Fastest retrieval of the documents without knowing their keys

mattt · January 11, 2017, 2:34pm

Hi All,

we have a task of retrieving and deleting periodically all documents from a specific bucket.

The bucket has over 100+ million documents and currently the documents are retrieved via Python SDK and execution of the looped N1QL query:

        query = cb.n1ql_query(N1QLQuery(
            'SELECT meta(alias).id, * FROM bucket_name AS alias LIMIT $batch_size',
            batch_size=batch_size))

and then there is executed: remove_multi(keys)

where the batch_size is usually 250k.

As the keys are not known in the script it’s not possible to use (faster?) function get_multi(keys).

In our processing this operation is the main bottleneck and it takes surprisingly a lot of time in a comparison to writing the documents into a relational DB (currently writing is 5x times faster).

We have 3 nodes on different machines and the script is executed on another machine (and relational DB is also on another machine).

Is there any better / faster way to retrieve a batch of documents without knowing their key?

Thank you a lot for any ideas or hints.

drigby · January 11, 2017, 4:20pm

If you’re willing to “block” normal access to the bucket for the duration of the delete you can use Flush operation to delete everything from it.

Alternatively you could create a Map/Reduce view which just emits the ID of all documents and query that - it may or may not be faster than N1QL.

Thirdly, if you just want to have all data disappear after a certain time (and don’t need to read it before it goes away) then you could set TTLs (expiries) on your documents.

mattt · January 11, 2017, 5:02pm

Thank you for your reply drigby,

Creating a naïve map and query it instead of using the N1QL sounds like a good alternative method to verify.

The Flush and TTL are not matching to our case as the number and size of the documents require that we process them (read & write) in the batches in an undefined moment in the future.

jon.strabala · July 6, 2022, 2:54pm

@mattt,

I know it’s been a while, the Eventing Service can be used to quickly inspect (and if needed modify) all documents in a keyspace and also directly alter TTLs if needed (via advanced keyspace accessors).
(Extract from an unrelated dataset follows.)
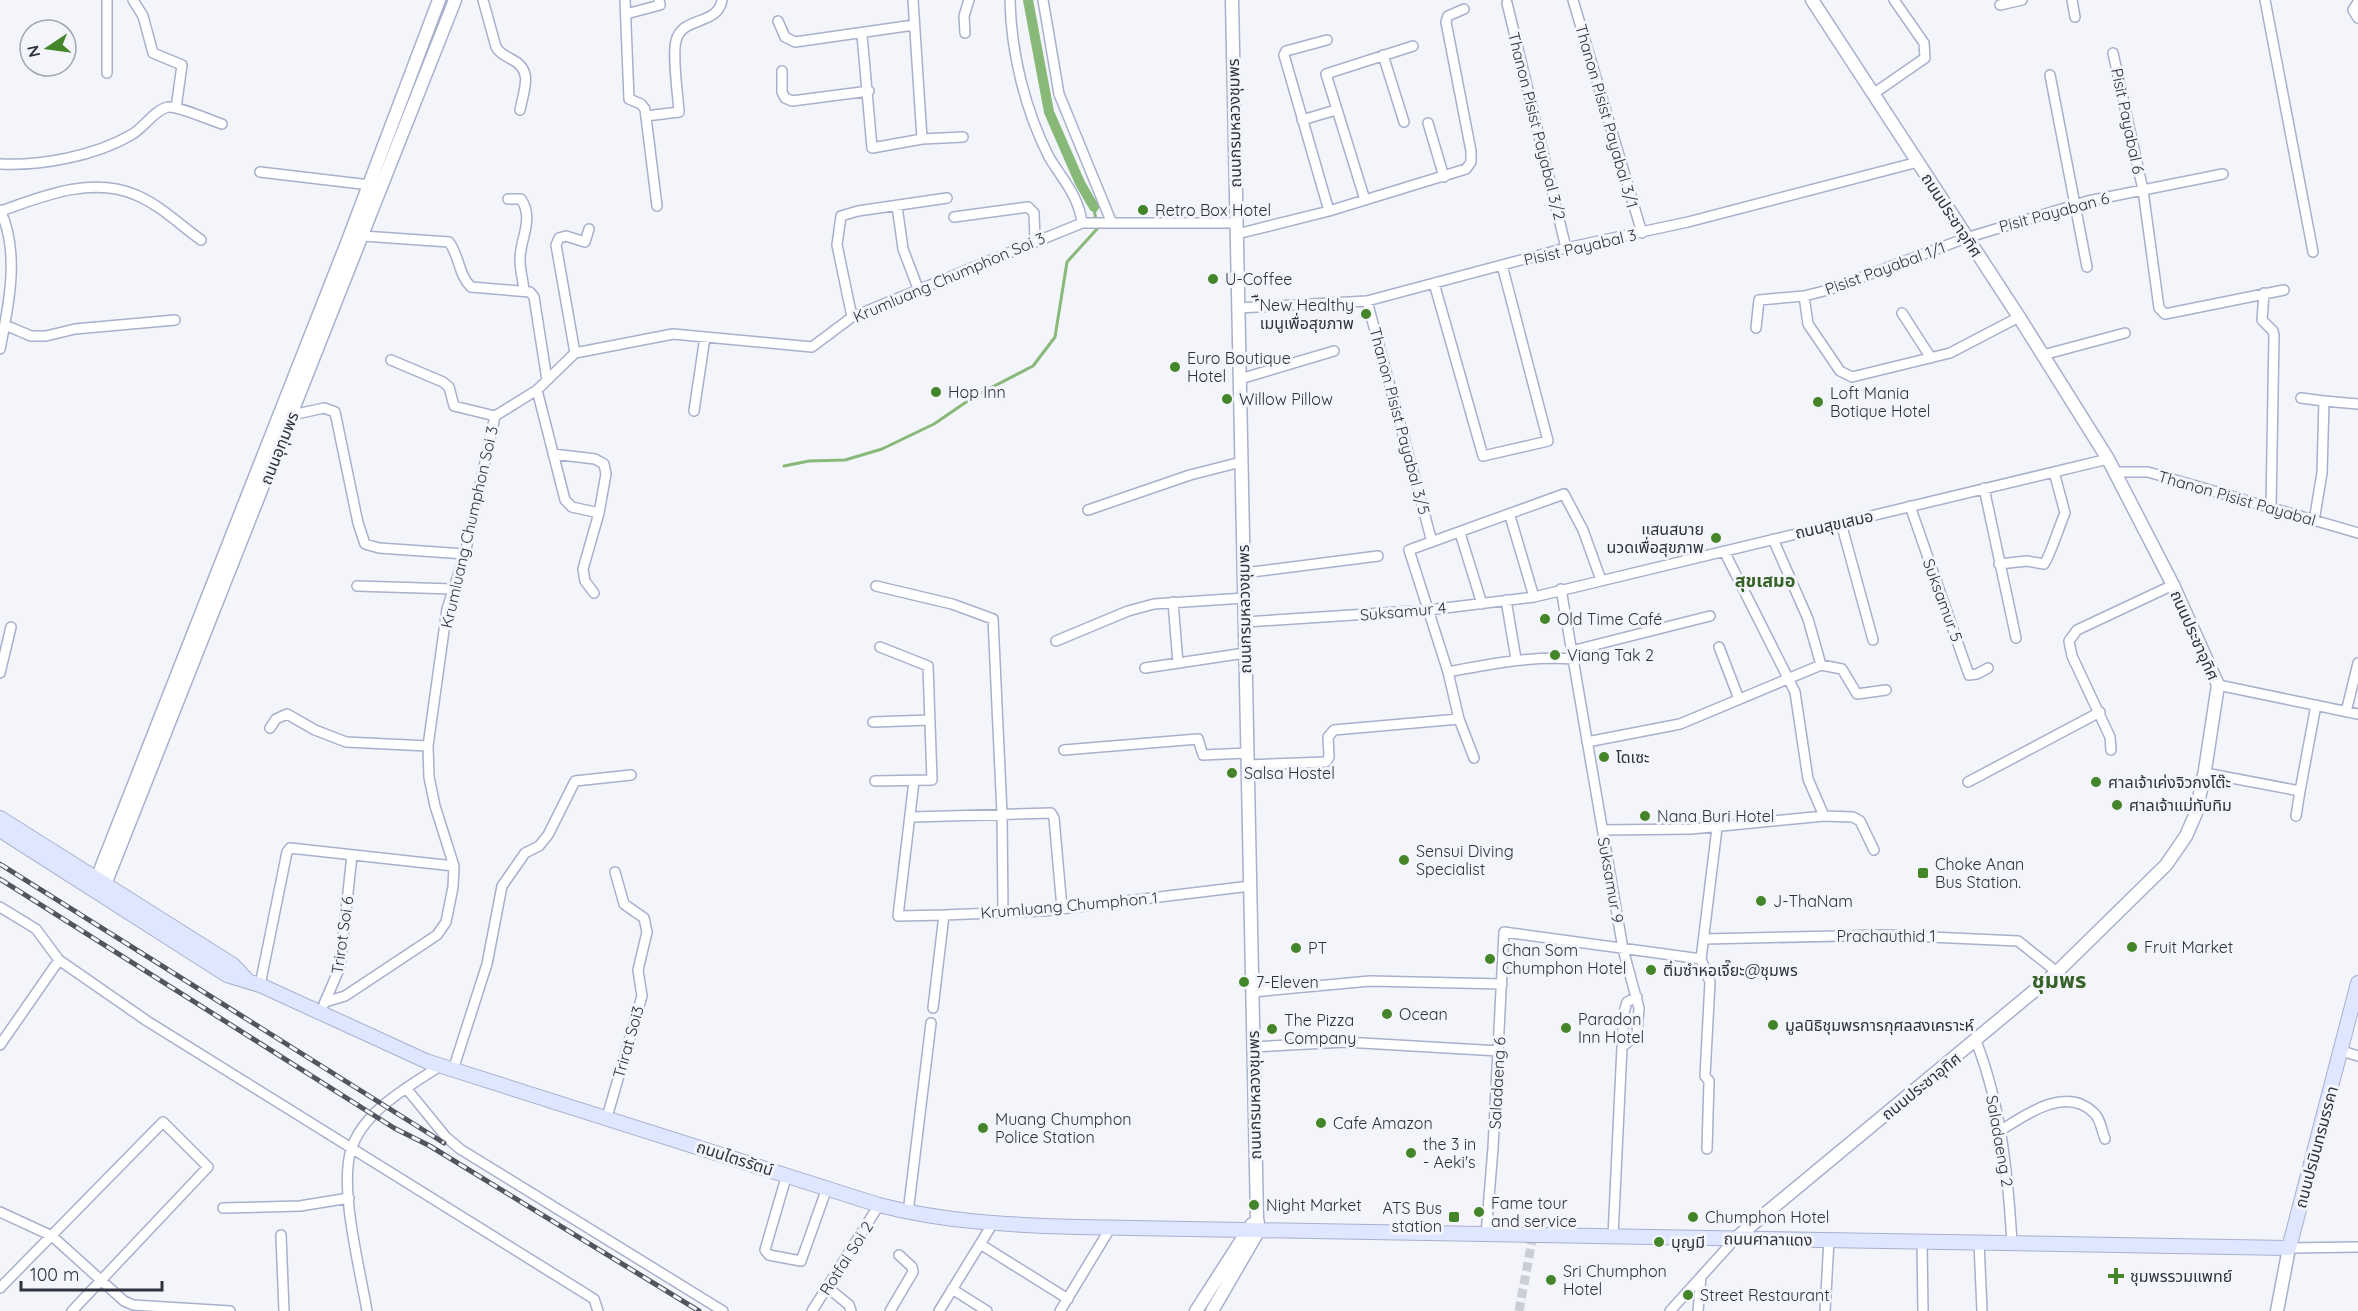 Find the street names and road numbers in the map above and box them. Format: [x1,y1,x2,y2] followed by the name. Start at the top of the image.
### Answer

Eventing Functions can inspect all data via Couchbase’s high speed database change protocol (DCP) are of the form:

function OnUpdate(doc, meta) {
    log("document metadata", meta);
    log("document value", doc);
}

There are many examples in the documentation (an also here in the forums like “How can I rename field of document …”). As such I am sure one will be close to what you are looking for.

Best

Jon Strabala
Principal Product Manager - Server‌